Future research should prioritize improvements in observation density and long-term monitoring capacity for the NSO, rather than solely refining specific interpolation techniques or improving short-term performance, as the results of this study indicate that interpolation performance is fundamentally constrained by observation density, variable characteristics, and depth-dependent physical processes. Further comprehensive studies will be required to evaluate various strategies for using this in situ observational data, including the identification of conditions under which interpolation is physically meaningful or potentially inappropriate. NSO data play an important role in reducing uncertainty in existing satellite-derived and numerical model-based datasets and can contribute to more detailed assessments of marine environmental variability in both coastal and offshore waters.

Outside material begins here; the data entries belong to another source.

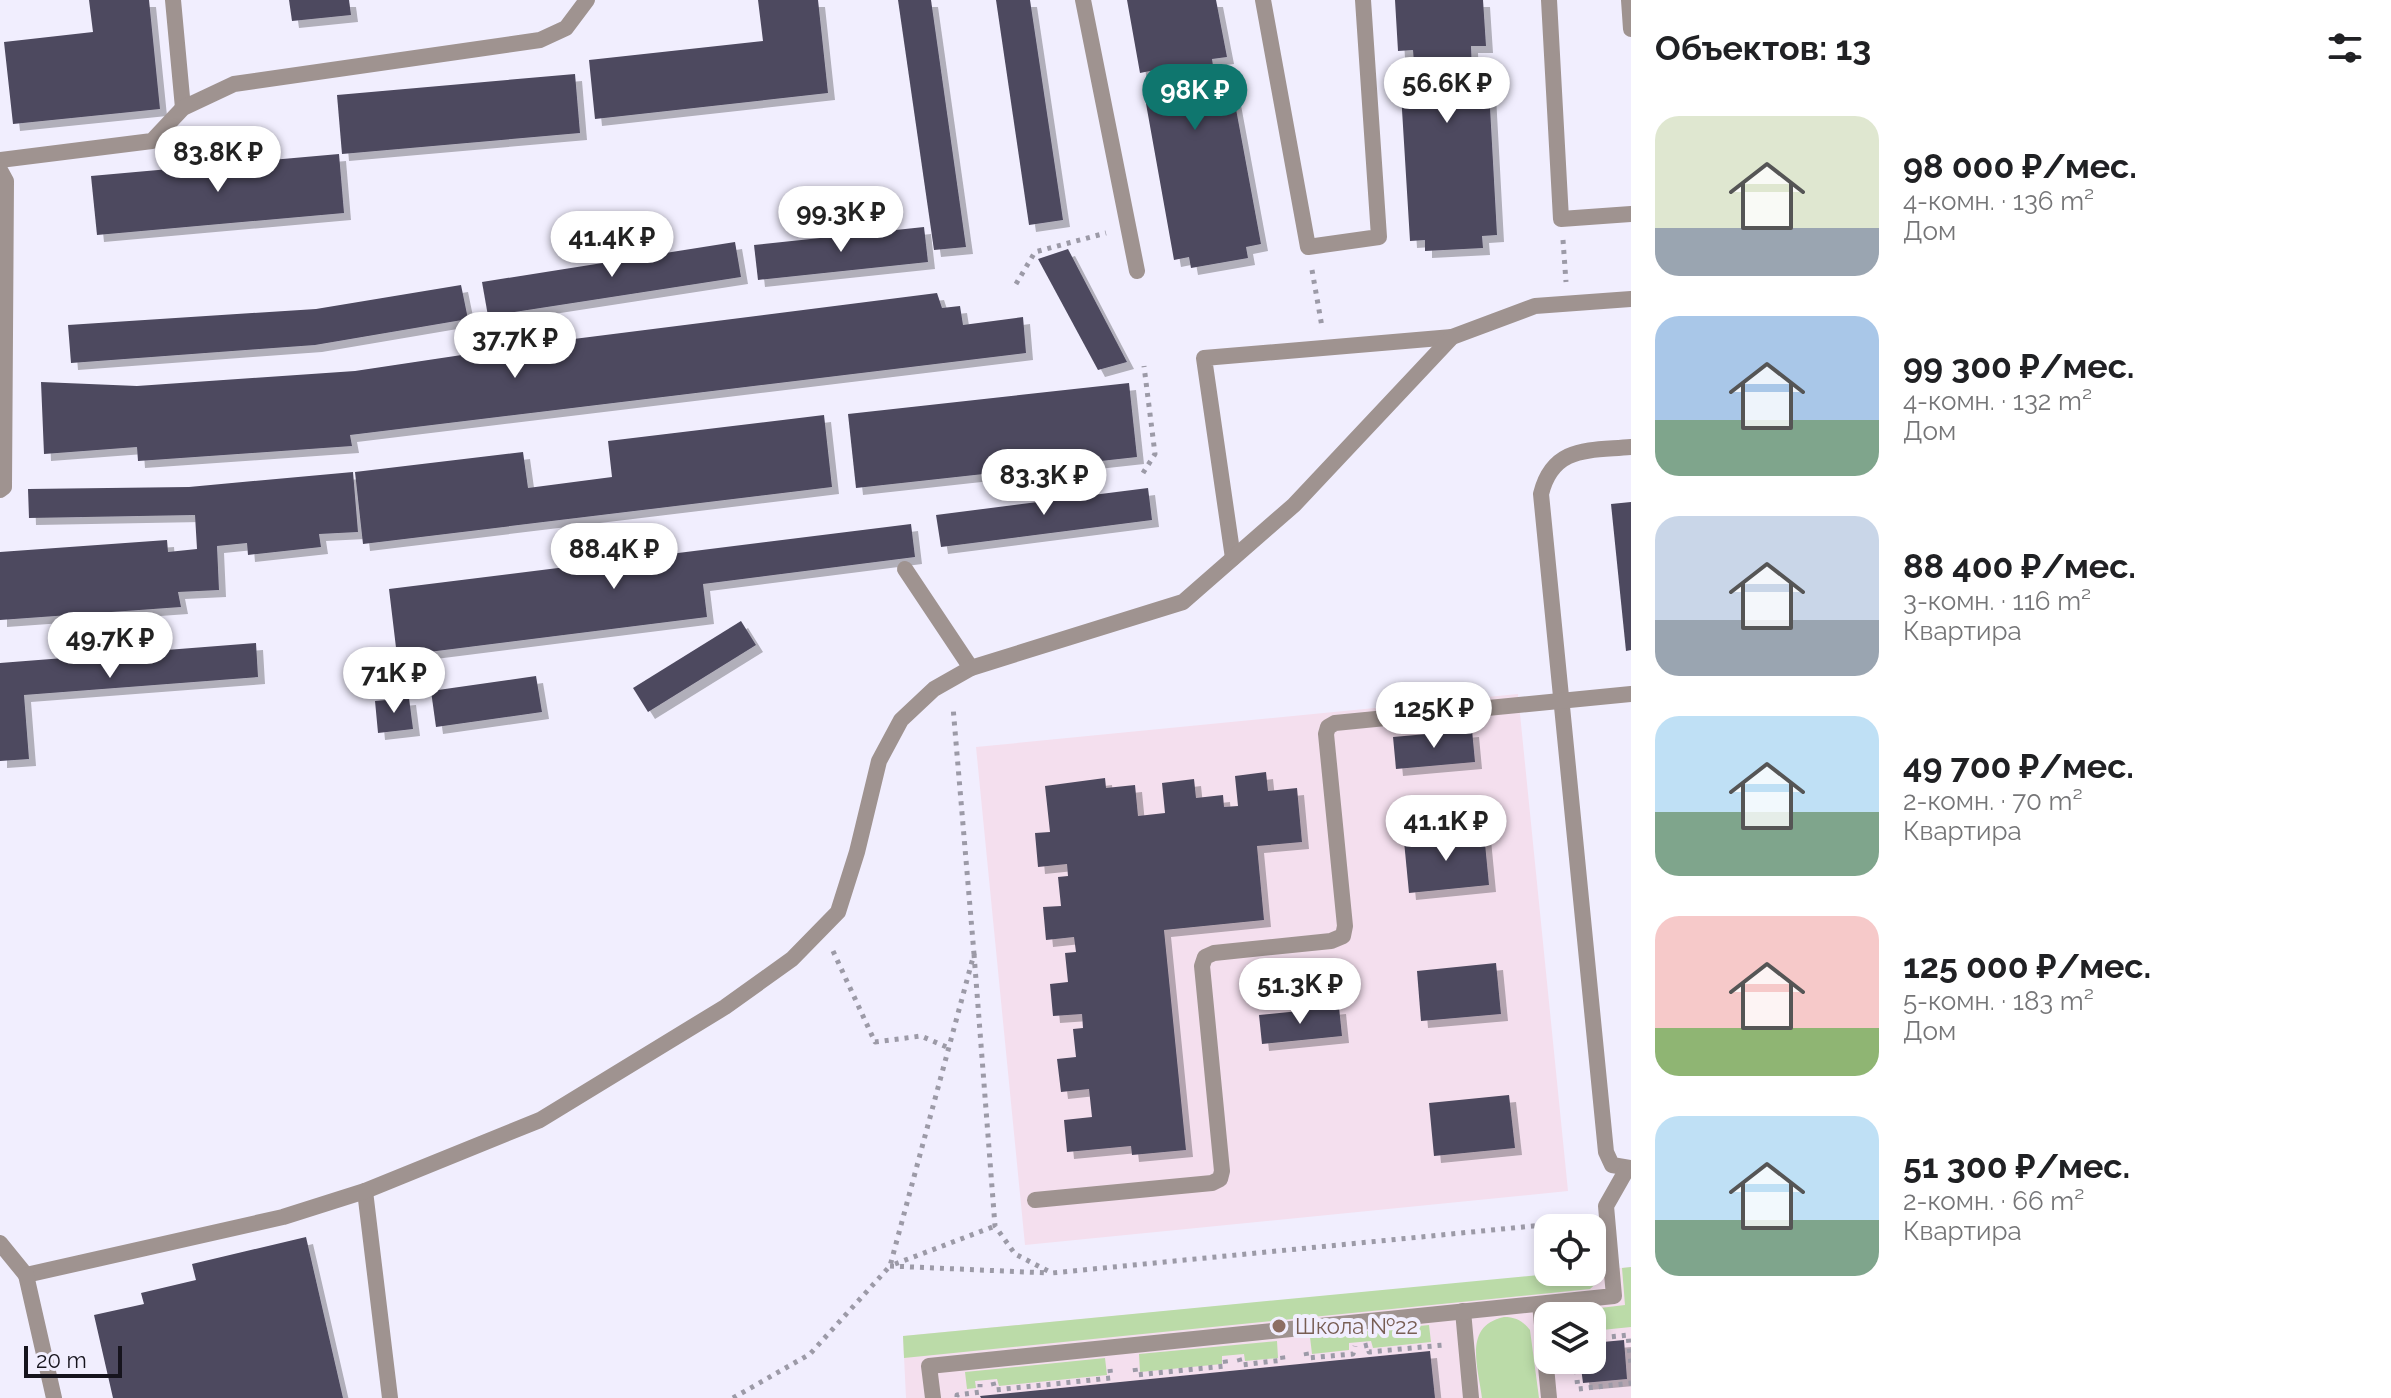 <!DOCTYPE html>
<html lang="ru">
<meta charset="utf-8">
<style>
:root{--surface:#fff;--page:#f2f2f2;--text:#202124;--muted:#757577;--accent:#0f766e}
body{margin:0;font-family:Raleway,sans-serif;background:var(--page);color:var(--text);height:100vh;display:flex;flex-direction:column;font-size:30px;white-space:nowrap}
*{box-sizing:border-box;margin:0}
p{font-size:26px;color:var(--muted)}
.icon{flex:none;width:44px;height:44px;fill:none;stroke:currentColor;stroke-width:2;stroke-linecap:round;stroke-linejoin:round}
.map{position:relative;flex:1;overflow:hidden}
.side{display:flex;flex-direction:column;background:var(--surface);width:760px}
.side>*{flex:none}
.tools{position:absolute;left:1534px;top:1214px;display:grid;gap:16px}
.tools a{display:grid;place-items:center;width:72px;height:72px;border-radius:16px;background:var(--surface);box-shadow:0 4px 12px #0003;font-size:40px}
.scale{position:absolute;left:24px;bottom:20px;width:98px;box-sizing:border-box;padding-left:8px;border:4px solid #16141d;border-top:0;font-size:22px;line-height:28px;white-space:nowrap;color:#16141d;-webkit-text-stroke:6px #f1eefe;paint-order:stroke}
.price{position:absolute;translate:-50% -68px;padding:0 18px;border-radius:28px;background:#fff;color:#222;font-size:26px;line-height:52px;filter:drop-shadow(0 2px 4px #0008)}
.price::after{content:'';position:absolute;left:50%;top:48px;width:24px;height:18px;margin-left:-12px;background:inherit;clip-path:polygon(0 0,100% 0,50% 100%)}
.price.current{background:var(--accent);color:#fff}
ul{padding:0;list-style:none}
li{display:flex;align-items:center;gap:24px;height:200px;padding:0 24px}
li span{display:grid;place-items:center;flex:none;width:224px;height:160px;border-radius:24px;color:#555}
li>.icon{margin-inline-start:auto}
span .icon{width:96px;height:96px;fill:#fffc;stroke-width:1}
li b{font-size:34px}
h2{display:flex;justify-content:space-between;align-items:center;height:96px;padding:0 24px;font-size:34px}
main{display:flex;flex:1;min-height:0}
.map>svg:first-child{display:block}
</style>
<main>
<div class="map">
<svg width="1631" height="1398" viewBox="0 0 1631 1398">
<defs>
<filter id="shadow"><feDropShadow dx="7" dy="7" stdDeviation="0" flood-color="#0004"/></filter>
</defs>
<rect width="100%" height="100%" fill="#f1eefe"/>
<g fill="#f4dfee" fill-rule="evenodd">
<path d="M1518 694 1568 1191 1025 1245 976 747Z"/>
<path d="M1631 1267V1398H906L903 1336ZM1548 1316H1592V1360H1548Z"/>
</g>
<g fill="#bbdba8">
<path d="M1631 1267V1327L1592 1331V1319L1601 1318 1600 1308 1625 1305 1622 1268Z"/>
<path d="M1601 1269 1600 1280 1590 1289 904 1358 903 1336Z"/>
<path d="M1504 1317C1516 1317 1523 1321 1530 1330L1539 1398H1482C1478 1366 1463 1326 1504 1317Z"/>
<path d="M1429 1325 1431 1342 1373 1348 1371 1341 1349 1343V1350L1312 1354 1310 1337Z"/>
<path d="M1277 1341 1278 1358 1245 1361 1244 1354 1222 1356V1364L1140 1372 1139 1354Z"/>
<path d="M1105 1358 1107 1375 999 1386 997 1379 975 1381 976 1388 967 1389 965 1372Z"/>
</g>
<g fill="#4d495e" filter="url(#shadow)">
<path d="M89 0H149L160 109 13 124 4 42 93 32Z"/>
<path d="M289 0H349L351 15 292 21Z"/>
<path d="M758 0H818L828 93 595 119 589 60 763 41Z"/>
<path d="M898 0H931L966 247 934 250Z"/>
<path d="M996 0H1030L1063 220 1029 225Z"/>
<path d="M1127 0H1216L1227 57 1212 59 1216 85 1231 82 1261 244 1246 247 1248 258 1191 268 1189 257 1174 260 1145 98 1160 95 1155 70 1140 73Z"/>
<path d="M1395 0H1483L1486 46H1471L1472 72 1488 71 1497 235 1482 236 1483 248 1425 251V240L1410 241 1400 77 1415 76 1413 50 1398 51Z"/>
<path d="M575 74 580 133 342 154 337 95Z"/>
<path d="M339 154 344 213 97 235 91 176Z"/>
<path d="M924 227 928 262 758 280 754 245Z"/>
<path d="M735 242 741 277 488 316 482 282Z"/>
<path d="M1068 249 1127 362 1098 370 1038 259Z"/>
<path d="M461 285 468 319 315 345 71 363 68 325 316 309Z"/>
<path d="M937 293 942 308 960 306 963 325 1023 317 1026 353 350 435 352 446 138 461 137 447 44 454 41 382 137 386 355 371 542 343Z"/>
<path d="M1129 383 1137 457 856 488 848 414Z"/>
<path d="M824 415 832 487 363 544 355 472 523 452 528 488 612 477 608 441Z"/>
<path d="M353 472 358 532 319 534 321 547 248 555 247 543 217 546 219 590 178 592 181 607 0 620V552L167 540 168 552 197 549 195 515 29 518 28 489 189 487Z"/>
<path d="M1148 488 1152 520 941 547 936 515Z"/>
<path d="M1631 502V650L1626 651 1611 504Z"/>
<path d="M911 524 915 557 703 584 707 617 397 656 389 589Z"/>
<path d="M741 621 756 645 648 712 633 688Z"/>
<path d="M256 643 258 677 24 695 29 759 0 761V663Z"/>
<path d="M536 676 542 712 436 727 431 691Z"/>
<path d="M409 698 413 729 378 733 375 701Z"/>
<path d="M1472 730 1475 762 1396 769 1393 737Z"/>
<path d="M1266 772 1268 791 1297 788 1302 842 1257 846 1264 920 1164 930 1186 1150 1132 1155 1131 1146 1067 1152 1064 1120 1092 1117 1089 1089 1061 1092 1057 1059 1076 1057 1073 1029 1083 1028 1082 1014 1053 1016 1050 984 1068 982 1065 953 1076 952 1074 937 1046 940 1043 907 1061 906 1058 877 1068 876 1067 864 1038 867 1035 833 1050 832 1045 786 1105 778 1106 788 1135 785 1138 816 1165 813 1162 783 1194 779 1196 798 1223 795 1224 807 1238 806 1235 776Z"/>
<path d="M1484 833 1489 885 1409 893 1404 841Z"/>
<path d="M1496 963 1501 1014 1421 1021 1417 971Z"/>
<path d="M1339 1007 1342 1036 1262 1044 1259 1015Z"/>
<path d="M1509 1095 1515 1148 1434 1156 1429 1103Z"/>
<path d="M306 1237 343 1398H113L94 1315 144 1304 141 1293 196 1280 192 1264Z"/>
<path d="M1624 1340 1627 1379 1583 1383 1580 1360H1592V1343Z"/>
<path d="M1430 1351 1435 1398H981L980 1396Z"/>
</g>
<g fill="none" stroke-linecap="round" stroke-linejoin="round">
<g stroke="#9c9aa7" stroke-width="5" stroke-dasharray="4 6" stroke-linecap="butt">
<path d="M1563 240 1566 282"/>
<path d="M1312 270 1322 327"/>
<path d="M1016 284 1035 252 1106 233"/>
<path d="M1143 473 1155 454 1144 366"/>
<path d="M833 951 875 1042 921 1036 949 1048"/>
<path d="M974 954 995 1226 1015 1254 1052 1273 1584 1221"/>
<path d="M895 1264 995 1226"/>
<path d="M890 1266 1049 1273"/>
<path d="M1592 1339 1628 1335 1631 1365"/>
<path d="M1364 1346 1368 1345 1369 1352 1444 1345"/>
<path d="M1306 1352 1307 1358 1353 1354 1355 1346"/>
<path d="M1239 1358 1241 1365 1283 1360 1282 1352"/>
<path d="M1575 1360 1578 1389 1631 1383"/>
<path d="M1135 1368 1136 1375 1226 1366 1225 1359"/>
<path d="M993 1382 995 1390 1111 1378 1110 1369"/>
<path d="M957 1397V1395L980 1392V1384"/>
<path d="M733 1398 810 1354 890 1266 974 954 953 707"/>
</g>
<g stroke="#9f9390" stroke-width="16">
<path d="M173 0 183 108"/>
<path d="M1083 0 1137 271"/>
<path d="M1263 0 1308 247 1379 237 1363 0"/>
<path d="M1549 0 1561 219 1631 214"/>
<path d="M1629 0 1631 29"/>
<path d="M0 160 152 141 183 108 234 84 540 40 566 28 587 0"/>
<path d="M0 170 6 181 4 487 0 490"/>
<path d="M1631 447C1590 451 1553 445 1541 494L1606 1152 1612 1165 1631 1168"/>
<path d="M1233 558 1204 358 1452 337"/>
<path d="M905 569 971 668"/>
<path d="M365 1191 390 1398"/>
<path d="M1035 1200 1212 1183 1220 1179 1222 1171 1202 966 1205 957 1214 953 1331 941 1343 936 1345 926 1326 734 1328 727 1335 723 1631 694"/>
<path d="M0 1243 26 1275 283 1217 365 1191 540 1120 725 1007 792 959 838 912 857 852 879 761 901 720 934 689 971 668 1183 602 1294 505 1452 337 1535 306 1631 299"/>
<path d="M26 1275 54 1398"/>
<path d="M1540 1304 1549 1398"/>
<path d="M1463 1311 1471 1398"/>
<path d="M933 1398 929 1366 1614 1296 1606 1206 1627 1169"/>
</g>
</g>
<circle fill="#8d6e63" stroke="#f1eefe" stroke-width="3" cx="1279" cy="1326" r="8"/>
<g text-anchor="middle" dominant-baseline="central" stroke-width="8" stroke-linejoin="round" paint-order="stroke">
<g font-size="22" fill="#785e54" stroke="#f1eefe" text-anchor="start">
<text x="1295" y="1326">Школа №22</text>
</g>
</g>
</svg>
<div class="tools">
<a><svg class="icon" aria-label="locate" viewBox="0 0 24 24"><circle cx="12" cy="12" r="6"/><path d="M12 2v4M12 18v4M2 12h4M18 12h4"/></svg></a>
<a><svg class="icon" aria-label="layers" viewBox="0 0 24 24"><path d="M12 4l9 5-9 5-9-5zM3 14l9 5 9-5"/></svg></a>
</div>
<div class="scale">20 m</div>
<b class="price" style="left:1447px;top:125px">56.6K ₽</b>
<b class="price current" style="left:1195px;top:132px">98K ₽</b>
<b class="price" style="left:218px;top:194px">83.8K ₽</b>
<b class="price" style="left:841px;top:254px">99.3K ₽</b>
<b class="price" style="left:612px;top:279px">41.4K ₽</b>
<b class="price" style="left:515px;top:380px">37.7K ₽</b>
<b class="price" style="left:1044px;top:517px">83.3K ₽</b>
<b class="price" style="left:614px;top:591px">88.4K ₽</b>
<b class="price" style="left:110px;top:680px">49.7K ₽</b>
<b class="price" style="left:394px;top:715px">71K ₽</b>
<b class="price" style="left:1434px;top:750px">125K ₽</b>
<b class="price" style="left:1446px;top:863px">41.1K ₽</b>
<b class="price" style="left:1300px;top:1026px">51.3K ₽</b>
</div>
<section class="side">
<h2>Объектов: 13<svg class="icon" aria-label="filters" viewBox="0 0 24 24"><path d="M4 7h16M4 17h16"/><circle cx="9" cy="7" r="2"/><circle cx="15" cy="17" r="2"/></svg></h2>
<ul>
<li><span style="background:linear-gradient(#dfe7d0 70%,#9aa5b1 0)"><svg class="icon" aria-label="home" viewBox="0 0 24 24"><path d="M3 11l9-7 9 7M6 9v11h12V9"/></svg></span><div><b>98 000 ₽/мес.</b><p>4-комн. · 136 m²</p><p>Дом</p></div></li>
<li><span style="background:linear-gradient(#a9c7e8 65%,#7fa58c 0)"><svg class="icon" aria-label="home" viewBox="0 0 24 24"><path d="M3 11l9-7 9 7M6 9v11h12V9"/></svg></span><div><b>99 300 ₽/мес.</b><p>4-комн. · 132 m²</p><p>Дом</p></div></li>
<li><span style="background:linear-gradient(#c9d6e8 65%,#9aa5b1 0)"><svg class="icon" aria-label="home" viewBox="0 0 24 24"><path d="M3 11l9-7 9 7M6 9v11h12V9"/></svg></span><div><b>88 400 ₽/мес.</b><p>3-комн. · 116 m²</p><p>Квартира</p></div></li>
<li><span style="background:linear-gradient(#bfe0f5 60%,#7fa58c 0)"><svg class="icon" aria-label="home" viewBox="0 0 24 24"><path d="M3 11l9-7 9 7M6 9v11h12V9"/></svg></span><div><b>49 700 ₽/мес.</b><p>2-комн. · 70 m²</p><p>Квартира</p></div></li>
<li><span style="background:linear-gradient(#f6c9c9 70%,#8fb573 0)"><svg class="icon" aria-label="home" viewBox="0 0 24 24"><path d="M3 11l9-7 9 7M6 9v11h12V9"/></svg></span><div><b>125 000 ₽/мес.</b><p>5-комн. · 183 m²</p><p>Дом</p></div></li>
<li><span style="background:linear-gradient(#bfe0f5 65%,#7fa58c 0)"><svg class="icon" aria-label="home" viewBox="0 0 24 24"><path d="M3 11l9-7 9 7M6 9v11h12V9"/></svg></span><div><b>51 300 ₽/мес.</b><p>2-комн. · 66 m²</p><p>Квартира</p></div></li>
</ul>
</section>
</main>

Furthermore, beyond the generation of interpolated datasets, in situ observations can provide scientific evidence to support timely responses to changes in the marine environment and to inform policies and practices aimed at sustainable fisheries management. Such efforts are expected to improve the reliability of long-term monitoring and predictions of offshore and coastal fish school characteristics in South Korea and to contribute to the development of adaptive aquatic resource management and fishery strategies under ongoing climate change.